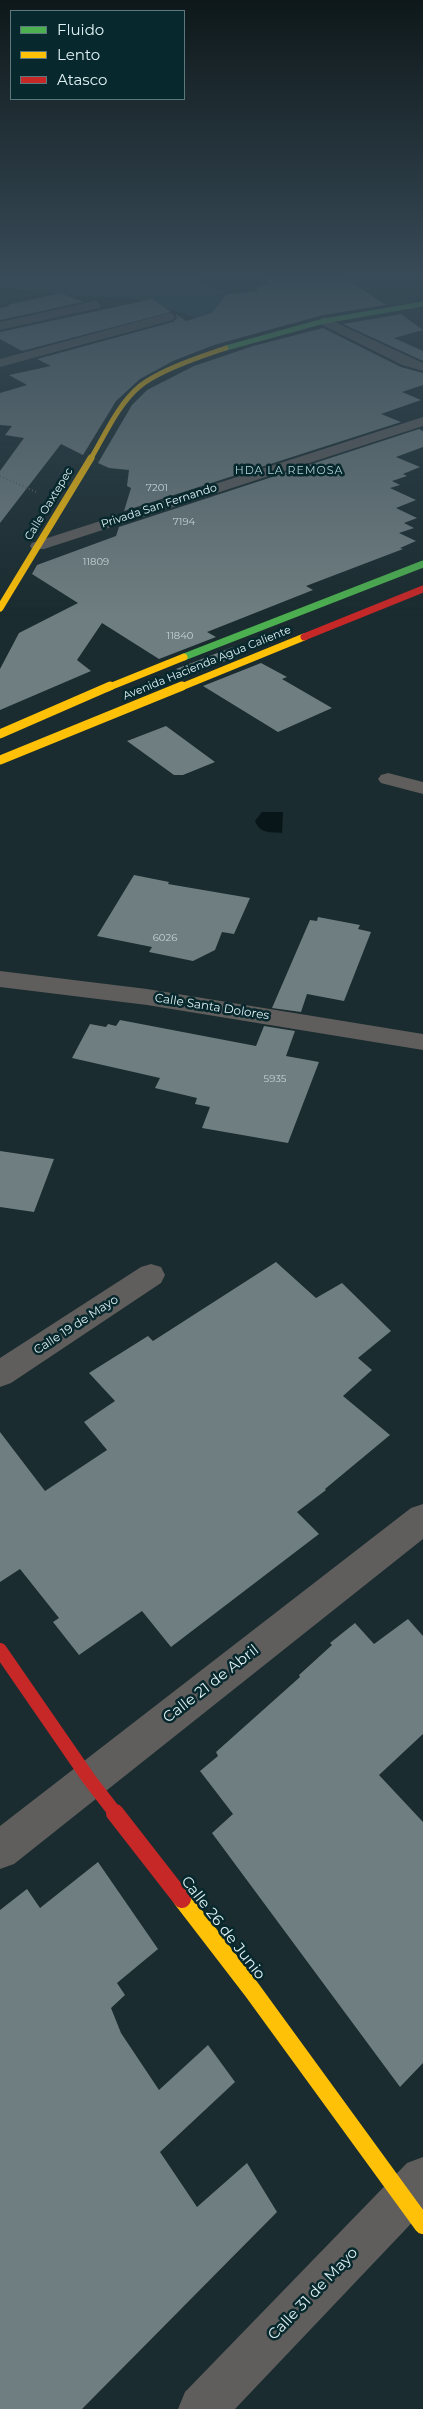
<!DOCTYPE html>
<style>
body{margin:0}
#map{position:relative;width:423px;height:2409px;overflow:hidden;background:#1a2c2f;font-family:Montserrat,sans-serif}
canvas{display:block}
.legend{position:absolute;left:10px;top:10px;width:175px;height:90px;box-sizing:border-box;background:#07282d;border:1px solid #5d787d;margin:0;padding:6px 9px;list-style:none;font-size:15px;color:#dff1f4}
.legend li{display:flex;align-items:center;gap:10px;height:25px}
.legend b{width:25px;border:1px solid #5d787d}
</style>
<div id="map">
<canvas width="423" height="2409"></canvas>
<ul class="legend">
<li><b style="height:6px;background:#4caf50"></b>Fluido</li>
<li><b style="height:6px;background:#ffc107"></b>Lento</li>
<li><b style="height:6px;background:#c62828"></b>Atasco</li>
</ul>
</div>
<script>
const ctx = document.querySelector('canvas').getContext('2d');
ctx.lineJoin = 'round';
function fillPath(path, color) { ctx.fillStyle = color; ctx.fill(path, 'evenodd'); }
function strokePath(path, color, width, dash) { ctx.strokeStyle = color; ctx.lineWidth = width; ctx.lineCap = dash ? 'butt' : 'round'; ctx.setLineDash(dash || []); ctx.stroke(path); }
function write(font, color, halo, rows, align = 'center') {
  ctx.font = font + ' Montserrat,sans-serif'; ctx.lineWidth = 5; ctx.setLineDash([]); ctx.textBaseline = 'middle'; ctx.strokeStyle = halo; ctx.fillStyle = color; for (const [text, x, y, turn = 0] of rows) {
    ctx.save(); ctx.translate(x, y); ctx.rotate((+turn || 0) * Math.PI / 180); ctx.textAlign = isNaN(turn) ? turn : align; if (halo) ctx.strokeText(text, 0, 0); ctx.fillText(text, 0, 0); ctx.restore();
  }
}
fillPath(new Path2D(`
 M0,279H196L248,303L203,320L138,299L74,296L0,287Z`), '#174c54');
fillPath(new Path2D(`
 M262,812H283L282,833C271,832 260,834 255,821Z`), '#081619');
fillPath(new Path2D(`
 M265,279H347L386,305L323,315L214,345L173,361L140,379L116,401L83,455L61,444L0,523V471L24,438L5,435L12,426L0,425V393L27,385L9,375L51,366L37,359L173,322L177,318L176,314L186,321L212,313L227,294L258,291L255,287H260L258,285L270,284Z
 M61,293L83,302L0,320V308L10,306L7,305Z
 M152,299L171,312L22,351L0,339V332Z
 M401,314L423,330L394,338L423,351V361L343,324Z
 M323,328L401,367L423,373V385L402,392L421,400L381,414L401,422L124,511L131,488L127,486L129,470L109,468L98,463L132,405L147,390L194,366L253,346Z
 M419,429L423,431V447L396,457L420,467L403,474L407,476L392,481L400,485L390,488L416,500L396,508L417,518L404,523L414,528L399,533L416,541L400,548L403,549L306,586L313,590L207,632L216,637L159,659L102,623L77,660L91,671L0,710V669L19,633L78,603L32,574L37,565L116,536L119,527Z
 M233,647L245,653L188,676L176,669Z
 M261,663L287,677L282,679L332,708L278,732L203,686Z
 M166,726L215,762L183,775H174L127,741Z
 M134,875L169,882L168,884L250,898L234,934L222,932L215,950L193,961L149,952L152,947L97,936Z
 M318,917L360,925L358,929L371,932L344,1001L307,994L301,1012L272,1008L310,920L317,921Z
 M120,1020L256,1046L264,1026L295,1031L286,1056L319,1062L288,1143L202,1128L210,1107L195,1104L197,1098L155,1088L160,1078L72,1058L90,1024L106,1027L108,1024L116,1026Z
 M0,1151L54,1159L34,1212L0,1207Z
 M276,1262L316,1298L342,1283L391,1331L358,1358L372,1370L343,1396L390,1435L325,1489L326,1490L297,1512L319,1534L171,1647L142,1611L79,1655L53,1622L59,1618L20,1569L0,1582V1432L45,1491L107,1450L84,1422L115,1401L89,1373L148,1336L153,1341Z
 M408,1619L423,1636V1734L379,1775L423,1822V2063L400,2087L212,1833L233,1814L200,1771L218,1756L216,1752L300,1677L299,1675L332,1645L330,1643L355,1623L374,1644Z
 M98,1862L158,1949L117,1983L125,1995L111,2008L121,2033L159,2090L208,2045L235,2082L160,2152L197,2207L247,2163L277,2212L82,2409H0V1910L27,1889L40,1908Z`), '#6f7e80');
strokePath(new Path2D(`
 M0,476L36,492`), '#616565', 2, [1, 2.5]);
fillPath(new Path2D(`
 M95,301L101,305L99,308L0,330V322Z
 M169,313L173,314L175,317L173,320L0,367V359Z
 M324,317L423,363V371L402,365L320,324L318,321Z
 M423,417V426L44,549H32L30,546L32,543Z
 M388,773L423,782V794L381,783L378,779L381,775Z
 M0,971L147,989L423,1034V1050L147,1005L0,987Z
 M151,1264L161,1267L165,1275L161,1283L11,1383L0,1387V1358L141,1267Z
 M423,1504V1539L14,1864L0,1869V1826L411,1508Z
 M423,2157V2211L235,2409H178L185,2392L407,2163Z`), '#5f5e5d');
strokePath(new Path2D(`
 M226,348L324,321L423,304`), '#4caf50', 5);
strokePath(new Path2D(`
 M184,657L423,564`), '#4caf50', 7);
strokePath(new Path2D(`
 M90,460C105,435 118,404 140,386C160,370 202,356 226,348`), '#ffc107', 5);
strokePath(new Path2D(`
 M0,608L91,458
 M107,688L184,657
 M179,688L304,637`), '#ffc107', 7);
strokePath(new Path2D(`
 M0,734L110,686
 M0,760L182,686`), '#ffc107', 9);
strokePath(new Path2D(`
 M182,1899L252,1990L423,2225`), '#ffc107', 18);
strokePath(new Path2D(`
 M304,637L423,589`), '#c62828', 7);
strokePath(new Path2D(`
 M0,1650L89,1779L116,1814`), '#c62828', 14);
strokePath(new Path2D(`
 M115,1813L182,1899`), '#c62828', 18);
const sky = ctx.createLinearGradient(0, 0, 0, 617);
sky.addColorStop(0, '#0e181a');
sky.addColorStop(0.45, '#384b58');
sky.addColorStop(1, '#384b5800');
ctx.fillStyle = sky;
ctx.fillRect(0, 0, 423, 617);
write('10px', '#c3d4d7', null, [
 ["7201",157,488],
 ["7194",184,522],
 ["11809",96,562],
 ["11840",180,636],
 ["6026",165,938],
 ["5935",275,1079]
]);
ctx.letterSpacing = '1px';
write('11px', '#aed1d7', '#07282d', [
 ["HDA LA REMOSA",289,471]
]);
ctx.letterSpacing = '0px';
write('11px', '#dff1f4', '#07282d', [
 ["Calle Oaxtepec",49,504,-59],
 ["Privada San Fernando",159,506,-18],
 ["Avenida Hacienda Agua Caliente",207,663,-22]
]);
write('12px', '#dff1f4', '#07282d', [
 ["Calle Santa Dolores",212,1007,9],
 ["Calle 19 de Mayo",76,1325,-33]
]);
write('15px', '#dff1f4', '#07282d', [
 ["Calle 21 de Abril",211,1684,-38],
 ["Calle 26 de Junio",223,1928,52],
 ["Calle 31 de Mayo",313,2294,-46]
]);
</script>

- [Assignment]:
Repeat only the stretch of lines that opens with the line containing "sky.addColorStop(0, '#0e181a');" and closes with the final line of the entries, both included, exactly as written.

- [Exercise output]:
sky.addColorStop(0, '#0e181a');
sky.addColorStop(0.45, '#384b58');
sky.addColorStop(1, '#384b5800');
ctx.fillStyle = sky;
ctx.fillRect(0, 0, 423, 617);
write('10px', '#c3d4d7', null, [
 ["7201",157,488],
 ["7194",184,522],
 ["11809",96,562],
 ["11840",180,636],
 ["6026",165,938],
 ["5935",275,1079]
]);
ctx.letterSpacing = '1px';
write('11px', '#aed1d7', '#07282d', [
 ["HDA LA REMOSA",289,471]
]);
ctx.letterSpacing = '0px';
write('11px', '#dff1f4', '#07282d', [
 ["Calle Oaxtepec",49,504,-59],
 ["Privada San Fernando",159,506,-18],
 ["Avenida Hacienda Agua Caliente",207,663,-22]
]);
write('12px', '#dff1f4', '#07282d', [
 ["Calle Santa Dolores",212,1007,9],
 ["Calle 19 de Mayo",76,1325,-33]
]);
write('15px', '#dff1f4', '#07282d', [
 ["Calle 21 de Abril",211,1684,-38],
 ["Calle 26 de Junio",223,1928,52],
 ["Calle 31 de Mayo",313,2294,-46]
]);
</script>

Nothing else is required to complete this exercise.